2.0.9
ReusePolicy
Package: flyte
Configure a task environment for container reuse across multiple task invocations.
When environment creation is expensive relative to task runtime, reusable containers keep a pool of warm containers ready, avoiding cold-start overhead. The Python process may be reused by subsequent task invocations.
Total concurrent capacity is max_replicas * concurrency.
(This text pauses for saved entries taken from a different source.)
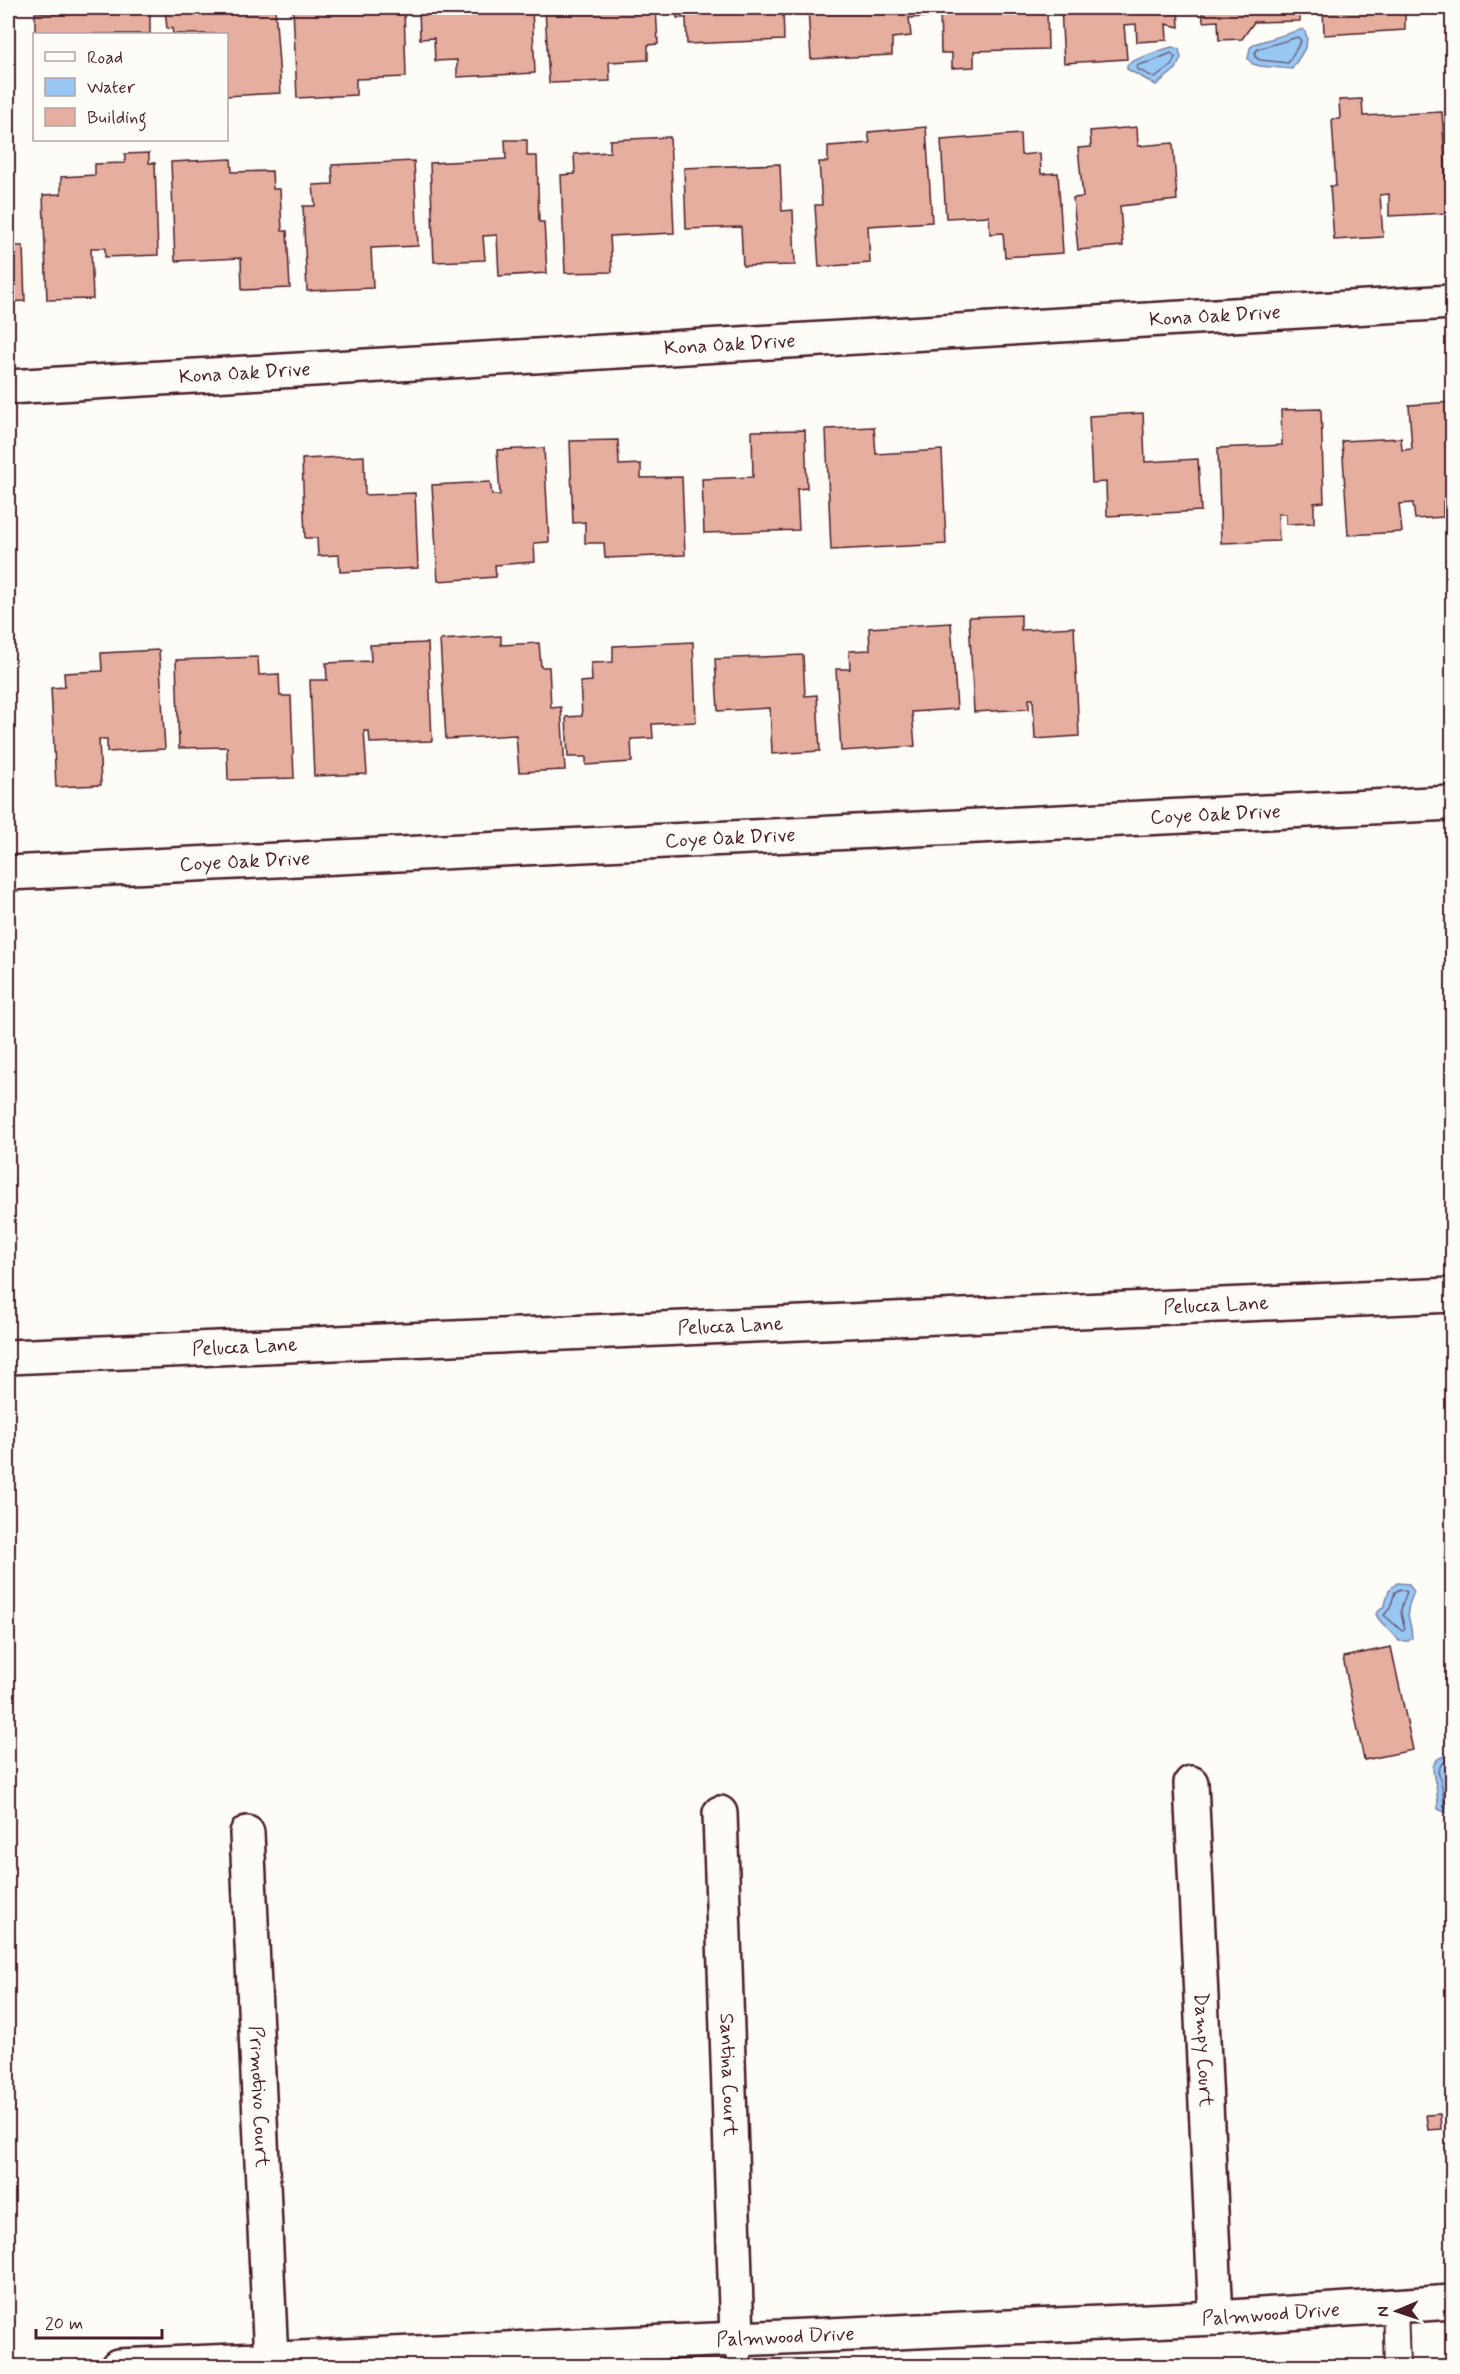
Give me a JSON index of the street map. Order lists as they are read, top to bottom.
{
  "streets": {
    "street": [
      "Kona Oak Drive",
      "Coye Oak Drive",
      "Pelucca Lane",
      "Dampy Court",
      "Santina Court",
      "Primotivo Court",
      "Palmwood Drive"
    ]
  },
  "crossings": [
    ["Dampy Court", "Palmwood Drive"],
    ["Santina Court", "Palmwood Drive"],
    ["Primotivo Court", "Palmwood Drive"]
  ],
  "legend": ["Road", "Water", "Building"],
  "scale_bar": "20 m",
  "north": "left"
}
For example,
ReusePolicy(replicas=(1, 3), concurrency=2) supports up to 6 concurrent tasks.
Caution: The environment is shared across invocations — manage memory and resources carefully.
Example:
env = flyte.TaskEnvironment(
name="fast_env",
reusable=flyte.ReusePolicy(replicas=(1, 3), concurrency=2),
)Parameters
class ReusePolicy(
replicas: typing.Union[int, typing.Tuple[int, int]],
idle_ttl: typing.Union[int, datetime.timedelta],
concurrency: int,
scaledown_ttl: typing.Union[int, datetime.timedelta],
)| Parameter | Type | Description |
|---|---|---|
replicas |
typing.Union[int, typing.Tuple[int, int]] |
Number of container replicas to maintain. - int: Fixed replica count, always running (e.g., replicas=3). - tuple(min, max): Auto-scaling range (e.g., replicas=(1, 5)). Scales between min and max based on demand. Default is 2. A minimum of 2 replicas is recommended to avoid starvation when the parent task occupies one replica. |
idle_ttl |
typing.Union[int, datetime.timedelta] |
Environment-level idle timeout — shuts down all replicas when the entire environment has been idle for this duration. Specified as seconds (int) or timedelta. Minimum 30 seconds. Default is 30 seconds. |
concurrency |
int |
Maximum concurrent tasks per replica. Values greater than 1 are only supported for async tasks. Default is 1. |
scaledown_ttl |
typing.Union[int, datetime.timedelta] |
Per-replica scale-down delay — minimum time to wait before removing an individual idle replica. Prevents rapid scale-down when tasks arrive in bursts. Specified as seconds (int) or timedelta. Default is 30 seconds. Note the distinction: idle_ttl controls when the whole environment shuts down; scaledown_ttl controls when individual replicas are removed during auto-scaling. |
Properties
| Property | Type | Description |
|---|---|---|
max_replicas |
None |
Returns the maximum number of replicas. |
min_replicas |
None |
Returns the minimum number of replicas. |
Methods
| Method | Description |
|---|---|
get_scaledown_ttl() |
Returns the scaledown TTL as a timedelta. |
get_scaledown_ttl()
def get_scaledown_ttl()Returns the scaledown TTL as a timedelta. If scaledown_ttl is not set, returns None.